[Items listed in a dataset]
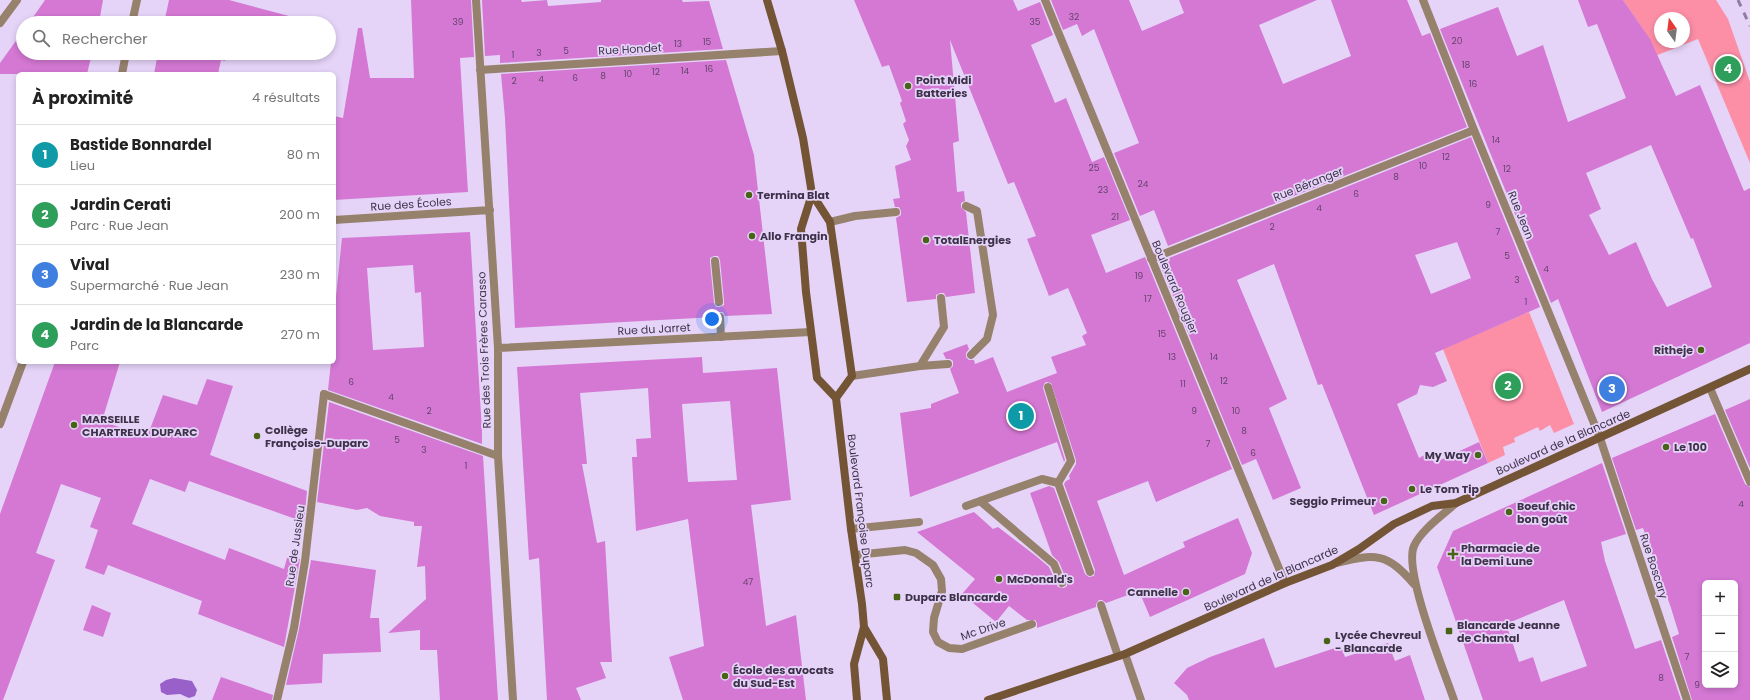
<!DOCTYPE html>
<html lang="fr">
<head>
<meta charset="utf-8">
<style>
  body { margin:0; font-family:Poppins,sans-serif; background:#f6f6f6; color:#222 }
  .controls { position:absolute; right:12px; bottom:12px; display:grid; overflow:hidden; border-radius:6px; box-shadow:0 2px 6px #0003 }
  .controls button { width:36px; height:36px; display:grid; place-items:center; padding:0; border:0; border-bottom:1px solid #e0e0e0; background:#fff; color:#222; font:20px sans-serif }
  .compass { position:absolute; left:1654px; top:12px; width:36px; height:36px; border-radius:50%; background:#fff; box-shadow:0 2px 6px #0003; rotate:346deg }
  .you { position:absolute; left:712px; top:319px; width:14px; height:14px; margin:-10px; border:3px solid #fff; border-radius:50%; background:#1a73e8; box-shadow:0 0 0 6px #1a73e833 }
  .badge { display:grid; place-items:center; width:26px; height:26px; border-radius:50%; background:#486315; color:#fff; font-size:13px; font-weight:700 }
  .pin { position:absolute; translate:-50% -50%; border:2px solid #fff; box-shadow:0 1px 4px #0006 }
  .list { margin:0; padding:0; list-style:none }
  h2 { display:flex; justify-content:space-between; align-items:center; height:52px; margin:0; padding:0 16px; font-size:17px }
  h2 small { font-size:13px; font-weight:400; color:#767676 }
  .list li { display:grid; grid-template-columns:26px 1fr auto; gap:12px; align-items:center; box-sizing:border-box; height:60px; padding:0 16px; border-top:1px solid #e0e0e0 }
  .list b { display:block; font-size:15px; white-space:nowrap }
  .list p { margin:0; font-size:13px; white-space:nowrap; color:#767676 }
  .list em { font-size:13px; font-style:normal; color:#767676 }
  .icon { flex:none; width:22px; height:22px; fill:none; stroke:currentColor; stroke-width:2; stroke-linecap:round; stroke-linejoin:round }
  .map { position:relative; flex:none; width:1750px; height:700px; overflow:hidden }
  .search { position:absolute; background:#fff; box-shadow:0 2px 6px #0003; left:16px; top:16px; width:320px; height:44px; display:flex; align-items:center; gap:10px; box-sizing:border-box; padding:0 14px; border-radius:22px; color:#767676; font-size:15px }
  .panel { position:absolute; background:#fff; box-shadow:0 2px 6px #0003; left:16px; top:72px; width:320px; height:292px; border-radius:6px }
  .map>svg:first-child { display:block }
</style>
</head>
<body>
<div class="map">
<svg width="1750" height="700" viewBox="0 0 1750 700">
  <rect width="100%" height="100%" fill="#e5d4f8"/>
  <path fill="#fc8ea6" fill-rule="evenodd" d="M1623,0h93l12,19 22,63v81l-52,-124 -43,17 -10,-24zM1660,18h24v24h-24z
    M1529,312l45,112 -20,9 -4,-8 -10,6 -2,-4 -24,11 1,4 -12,5 2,8 -17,8 -45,-114z"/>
  <path fill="#9960c9" d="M174,678l18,3 5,9 -2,6 -6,2 -9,-4 -13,1 -6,-3 -1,-8 6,-4z"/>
  <path fill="#d478d4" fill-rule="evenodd" d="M45,0h58l-4,23h-70z
    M169,0h60l60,16v7h-125z
    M411,0h60l3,57 -14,1 8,134 -134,8v-84l9,2 15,-90h4l8,50h44z
    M482,0h39l1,2 25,-2 1,6 53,-4v-2h81l1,2 26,-1 14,48 -223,14v-8l-15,1z
    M854,0h159l5,11 22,-9 13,33 -22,10 24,58 11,-5 26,64 12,-5 26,63 -39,15 15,38 39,-16 87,212 -76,33 -8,-21 -51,20 27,74 61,-28 -2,-5 55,-24 14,35 -7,21 -95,43 -11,-26 -33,12 -4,-3h-3l-3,4v3l-59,21v-5l-2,-3h-8l-18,-14 -13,16 -34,-28 13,-15 -58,-47 57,-20 19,17 5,-2 38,29 13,11 9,20 6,1 3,-2v-5l-8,-19 -7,-7 -22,-62 19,-7 5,2 31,86 4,3 5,-1 1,-6 -31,-86 2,-3 4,-2 -1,-3 7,-12v-4l-25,-77 -5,-1 -2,2 -1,4 22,72 -1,2 -7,-20 -147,55 -10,-84 31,-5v-4l28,-11 -9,-24 3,-3v-5l-3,-2h-4l-3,-6 24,-9 2,5 -3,4v4l3,3h5l1,4 18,-7 14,35 50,-19 -6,-16 35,-12 -4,-9 5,-3 -19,-45 -19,8 -22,-57 9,-3 -22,-54 -6,2 -58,-144 9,101 -6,2 4,49 7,-1 1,10 -4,2v4l5,5 9,81 -29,4 -2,-4h-4l-4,2v4l-29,3 -11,-84 5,-3v-4l-2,-4h-4l-2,-8 7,-1 -5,-32 16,-6 -5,-14 3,-6 -6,-16 3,-3 -6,-18 2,-2 -13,-36 -7,2z
    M1051,0h78l13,31 42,-18 -5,-13h138l-58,25 24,59 68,-28 -20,-56h76l15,36 8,-3 37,94 -299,119 -14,-36 -14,6 -26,-63 25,-10 -45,-114 -12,7 -5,-12 -14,6z
    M1578,0h45l27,39 26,57 24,-11 44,106 6,-3v155l-148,69 -44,-113 -7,4 -111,-274 58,-22 19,49 26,-11 25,77 58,-24 -29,-74 -9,3zM1651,145l40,94 2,-1 19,49 -45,20 -15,-28 -16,-37 -27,13 -20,-40 12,-6 -15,-36z
    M23,31v22h69l-5,21h-87v-11z
    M158,53h69l-2,8 -4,-1 -3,14h-64z
    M726,60l28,95 18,159 -47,2 -2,-4h-4l-4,2v3l-200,11 -10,-210 -4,-44zM714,256h4l2,4 4,41v4l-4,2h-4l-2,-4 -4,-41v-4z
    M1471,137l69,170 -105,46 12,28 -14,6 -13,-2 -3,9 -20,10 22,54 11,-6 4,11 45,-21 9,21 -114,52 -52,-131 -4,1 -44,-121 -37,16 50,119 -18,9 32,80 -28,12 -17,-41 -14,6 -83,-203zM1457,242l14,36 -40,16 -16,-39z
    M470,232l12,199v13l-154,-54 3,-28h3v-46l8,-78zM413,265l2,28 6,-1 3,55 -51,3 -6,-82z
    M702,357l1,16 74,-5 14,132 -40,5 15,121 30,-11 10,85h-123l-14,-43 35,-11 -16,-127 -52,12 -4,-74h5l-1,-18 15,-1 -3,-50 -68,5 7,71h-5l15,79 8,-2 7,121h-12l6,16 -30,10 5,12h-34l-8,-142 -10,2 -12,-193zM730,401l7,79 -49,2 -6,-78z
    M55,362h65l-18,59 45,16 16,-42 34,10 10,-26 26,7 -23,69 97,36 -3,31 -115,-41 -4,11 -35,-13 -18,45 93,36 4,-12 55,21 3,-11 13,1 -16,88 -86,-33 4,-13 -94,-36 -4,10 -19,-7 13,-38 -8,-3 11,-29 -40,-14 -25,69 19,7 -52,140h-3v-186z
    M1750,399v69l-25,-58z
    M329,402l154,54 15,244h-58l-3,-50h-17v-20l-32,3 38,-34 -1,-33 -8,1 5,-41h-8v-4l-34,-6 -13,-8 -10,2 -40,-8z
    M1715,414l30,70 5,3v213h-58l-20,-63 7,-3 -8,-26 -28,-80 -7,2 -24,-72zM1705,583h30v102h-30z
    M1602,463l24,71 -25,8 4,19 30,88 26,-9 20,60h-198l-46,-133 16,-36zM1564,600l23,66 -46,16 -8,-25 -14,5 -13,-38z
    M311,560l65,10 -6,48h9l2,34 -58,2 -1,29 -36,2 13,-56z
    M92,605l19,8 -8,24 -20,-7z
    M1264,638l11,30 66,-22 4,11 43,-14 7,18 15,-6 15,45h-236l-2,-5 -13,-12 13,-15 23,-11z
    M221,677l52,18 -1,5h-60z"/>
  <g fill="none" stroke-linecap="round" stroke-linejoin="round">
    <path stroke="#96816c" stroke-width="8" d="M966,206l11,5 16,104 -6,24 -16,16
      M830,222l25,-6 41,-4
      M715,261l4,41
      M720,317l1,20
      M920,366l28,-2
      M852,376l68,-10 24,-39 -3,-29
      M1048,387l23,74 -13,22
      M980,501l74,63 8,19
      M966,506l76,-27 16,4 32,89
      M851,529l68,-7
      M855,555l50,-5 11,3 17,12 8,14 1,12 -8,27 -1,14 5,10 11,6 13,1 70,-25
      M1101,605l17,51
      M277,700l17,-72 11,-67 19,-167"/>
    <path stroke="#96816c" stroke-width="8" d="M476,0l22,348v108l15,244
      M1045,0l240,583
      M1423,0l51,130 126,308 87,262
      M480,70l302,-19
      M334,220l156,-10
      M1151,259l323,-129
      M498,348l313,-16
      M1710,388l40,94
      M324,394l174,62
      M1337,563c39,-10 50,-10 77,21
      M1125,654l16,46
      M1454,700c-10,-29 -51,-130 -40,-154 7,-16 30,-32 42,-43"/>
    <path stroke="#96816c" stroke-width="8" d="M0,23l17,-23
      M132,23l5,-23
      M122,74l4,-21
      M0,424l23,-62"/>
    <path stroke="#735536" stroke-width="8" d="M767,0l15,51 21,87 9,56 18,28 22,154 -16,22
      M812,194l-11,35 5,63 11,86 19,20 15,131 11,75 2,23 -10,37 3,36
      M864,627l19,32 4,41
      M988,700l137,-46 160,-71 47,-18 27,-16 35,-25 38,-18 24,-3 294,-134"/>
    <path stroke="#8d7f9c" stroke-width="3" stroke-dasharray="7 7" stroke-linecap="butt" d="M1738,0l12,26"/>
  </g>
  <g fill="#486315" stroke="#e5d4f8" stroke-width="1.5">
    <circle cx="908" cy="86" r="4"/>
    <circle cx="749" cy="195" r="4"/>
    <circle cx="752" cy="236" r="4"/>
    <circle cx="926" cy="240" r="4"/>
    <circle cx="1701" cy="350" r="4"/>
    <circle cx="74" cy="425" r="4"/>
    <circle cx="257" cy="436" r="4"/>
    <circle cx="1666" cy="447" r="4"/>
    <circle cx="1478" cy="455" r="4"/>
    <circle cx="1412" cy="489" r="4"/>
    <circle cx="1384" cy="501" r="4"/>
    <circle cx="1509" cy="512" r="4"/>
    <path d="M1451 548h4v4h4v4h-4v4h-4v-4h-4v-4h4z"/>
    <circle cx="999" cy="579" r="4"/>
    <circle cx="1186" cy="592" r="4"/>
    <rect x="893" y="593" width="8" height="8" rx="2"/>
    <rect x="1445" y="627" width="8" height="8" rx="2"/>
    <circle cx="1327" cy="641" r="4"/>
    <circle cx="725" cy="676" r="4"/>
  </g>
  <g text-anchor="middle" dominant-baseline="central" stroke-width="3.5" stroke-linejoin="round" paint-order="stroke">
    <g font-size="9" fill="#64446c">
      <text x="1074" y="17">32</text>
      <text x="458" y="22">39</text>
      <text x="1035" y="22">35</text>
      <text x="1457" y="41">20</text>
      <text x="707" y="42">15</text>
      <text x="678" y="44">13</text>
      <text x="566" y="51">5</text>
      <text x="539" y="53">3</text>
      <text x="513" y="55">1</text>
      <text x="1466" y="65">18</text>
      <text x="709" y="69">16</text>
      <text x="685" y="71">14</text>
      <text x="656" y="72">12</text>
      <text x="628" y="74">10</text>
      <text x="603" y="76">8</text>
      <text x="575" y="78">6</text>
      <text x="541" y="79">4</text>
      <text x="514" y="81">2</text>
      <text x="1473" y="84">16</text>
      <text x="1496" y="140">14</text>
      <text x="1446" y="157">12</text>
      <text x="1423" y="166">10</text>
      <text x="1094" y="168">25</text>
      <text x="1507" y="169">12</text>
      <text x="1396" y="177">8</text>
      <text x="1143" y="184">24</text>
      <text x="1103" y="190">23</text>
      <text x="1356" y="194">6</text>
      <text x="1488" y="205">9</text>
      <text x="1319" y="208">4</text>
      <text x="1115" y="217">21</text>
      <text x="1272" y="227">2</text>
      <text x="1498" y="232">7</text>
      <text x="1507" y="256">5</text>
      <text x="1546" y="269">4</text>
      <text x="1139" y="276">19</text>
      <text x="1517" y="280">3</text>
      <text x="1148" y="299">17</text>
      <text x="1526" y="302">1</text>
      <text x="1162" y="334">15</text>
      <text x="1172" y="357">13</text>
      <text x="1214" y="357">14</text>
      <text x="1224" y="381">12</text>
      <text x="351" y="382">6</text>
      <text x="1183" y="384">11</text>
      <text x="391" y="397">4</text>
      <text x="429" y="411">2</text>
      <text x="1194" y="411">9</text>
      <text x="1236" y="411">10</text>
      <text x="1244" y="431">8</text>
      <text x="397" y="440">5</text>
      <text x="1208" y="444">7</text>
      <text x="424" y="450">3</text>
      <text x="1253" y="453">6</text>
      <text x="466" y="466">1</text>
      <text x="1741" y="504">4</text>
      <text x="748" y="582">47</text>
      <text x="1687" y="657">7</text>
      <text x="1661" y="678">8</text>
      <text x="1697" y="685">9</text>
    </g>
    <g font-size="11" fill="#3e324a" stroke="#e5d4f8">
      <text transform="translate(630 49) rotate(-3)">Rue Hondet</text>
      <text transform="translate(1308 184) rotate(-22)">Rue Béranger</text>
      <text transform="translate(411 204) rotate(-4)">Rue des Écoles</text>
      <text transform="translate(1521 215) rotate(68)">Rue Jean</text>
      <text transform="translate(1175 287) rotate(67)">Boulevard Rougier</text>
      <text transform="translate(654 329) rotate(-3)">Rue du Jarret</text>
      <text transform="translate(484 350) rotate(-92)">Rue des Trois Frères Carasso</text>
      <text transform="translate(1563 442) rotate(-24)">Boulevard de la Blancarde</text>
      <text transform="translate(861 511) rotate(83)">Boulevard Françoise Duparc</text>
      <text transform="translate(295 546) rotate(-82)">Rue de Jussieu</text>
      <text transform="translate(1654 566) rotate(72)">Rue Boscary</text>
      <text transform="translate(1271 578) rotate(-24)">Boulevard de la Blancarde</text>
      <text transform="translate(983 629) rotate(-19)">Mc Drive</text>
    </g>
    <g font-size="11" font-weight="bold" fill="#3e324a" stroke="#e5d4f8" text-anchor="start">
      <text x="916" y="80">Point Midi<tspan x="916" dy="13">Batteries</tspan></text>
      <text x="757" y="195">Termina Blat</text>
      <text x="760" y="236">Allo Frangin</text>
      <text x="934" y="240">TotalEnergies</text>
      <text x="1693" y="350" text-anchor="end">Ritheje</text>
      <text x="82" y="419">MARSEILLE<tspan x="82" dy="13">CHARTREUX DUPARC</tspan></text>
      <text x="265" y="430">Collège<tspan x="265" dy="13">Françoise-Duparc</tspan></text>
      <text x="1674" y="447">Le 100</text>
      <text x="1470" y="455" text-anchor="end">My Way</text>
      <text x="1420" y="489">Le Tom Tip</text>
      <text x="1376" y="501" text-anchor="end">Seggio Primeur</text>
      <text x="1517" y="506">Boeuf chic<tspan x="1517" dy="13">bon goût</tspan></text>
      <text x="1461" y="548">Pharmacie de<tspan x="1461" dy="13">la Demi Lune</tspan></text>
      <text x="1007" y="579">McDonald's</text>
      <text x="1178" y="592" text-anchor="end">Cannelle</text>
      <text x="905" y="597">Duparc Blancarde</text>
      <text x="1457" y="625">Blancarde Jeanne<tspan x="1457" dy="13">de Chantal</tspan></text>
      <text x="1335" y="635">Lycée Chevreul<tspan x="1335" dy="13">- Blancarde</tspan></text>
      <text x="733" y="670">École des avocats<tspan x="733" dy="13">du Sud-Est</tspan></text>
    </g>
  </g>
</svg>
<div class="controls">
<button>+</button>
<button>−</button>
<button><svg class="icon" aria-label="layers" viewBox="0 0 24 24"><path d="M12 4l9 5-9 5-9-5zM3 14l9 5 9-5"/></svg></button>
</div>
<svg class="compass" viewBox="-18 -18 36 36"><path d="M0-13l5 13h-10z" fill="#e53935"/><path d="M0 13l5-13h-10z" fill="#767676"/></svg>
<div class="you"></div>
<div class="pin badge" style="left:1021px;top:416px;background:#0f9aa8">1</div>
<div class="pin badge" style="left:1508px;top:386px;background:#2e9e5b">2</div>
<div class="pin badge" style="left:1612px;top:389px;background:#3f7fe0">3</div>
<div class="pin badge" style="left:1728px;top:69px;background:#2e9e5b">4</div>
<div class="search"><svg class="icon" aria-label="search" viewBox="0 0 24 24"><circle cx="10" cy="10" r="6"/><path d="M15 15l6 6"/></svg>Rechercher</div>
<section class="panel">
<h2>À proximité<small>4 résultats</small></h2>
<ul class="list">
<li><span class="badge" style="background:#0f9aa8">1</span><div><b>Bastide Bonnardel</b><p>Lieu</p></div><em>80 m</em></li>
<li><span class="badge" style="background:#2e9e5b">2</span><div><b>Jardin Cerati</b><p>Parc · Rue Jean</p></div><em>200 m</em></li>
<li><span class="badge" style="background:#3f7fe0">3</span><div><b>Vival</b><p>Supermarché · Rue Jean</p></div><em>230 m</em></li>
<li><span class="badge" style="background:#2e9e5b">4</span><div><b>Jardin de la Blancarde</b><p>Parc</p></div><em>270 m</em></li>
</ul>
</section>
</div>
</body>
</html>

→ **Try it**:
Print out the entries above word for word from the first line to the line containing "position:absolute; left:712px; top:319px;", both included, omitting the pictures.

→ **Solved problem**:
<!DOCTYPE html>
<html lang="fr">
<head>
<meta charset="utf-8">
<style>
  body { margin:0; font-family:Poppins,sans-serif; background:#f6f6f6; color:#222 }
  .controls { position:absolute; right:12px; bottom:12px; display:grid; overflow:hidden; border-radius:6px; box-shadow:0 2px 6px #0003 }
  .controls button { width:36px; height:36px; display:grid; place-items:center; padding:0; border:0; border-bottom:1px solid #e0e0e0; background:#fff; color:#222; font:20px sans-serif }
  .compass { position:absolute; left:1654px; top:12px; width:36px; height:36px; border-radius:50%; background:#fff; box-shadow:0 2px 6px #0003; rotate:346deg }
  .you { position:absolute; left:712px; top:319px; width:14px; height:14px; margin:-10px; border:3px solid #fff; border-radius:50%; background:#1a73e8; box-shadow:0 0 0 6px #1a73e833 }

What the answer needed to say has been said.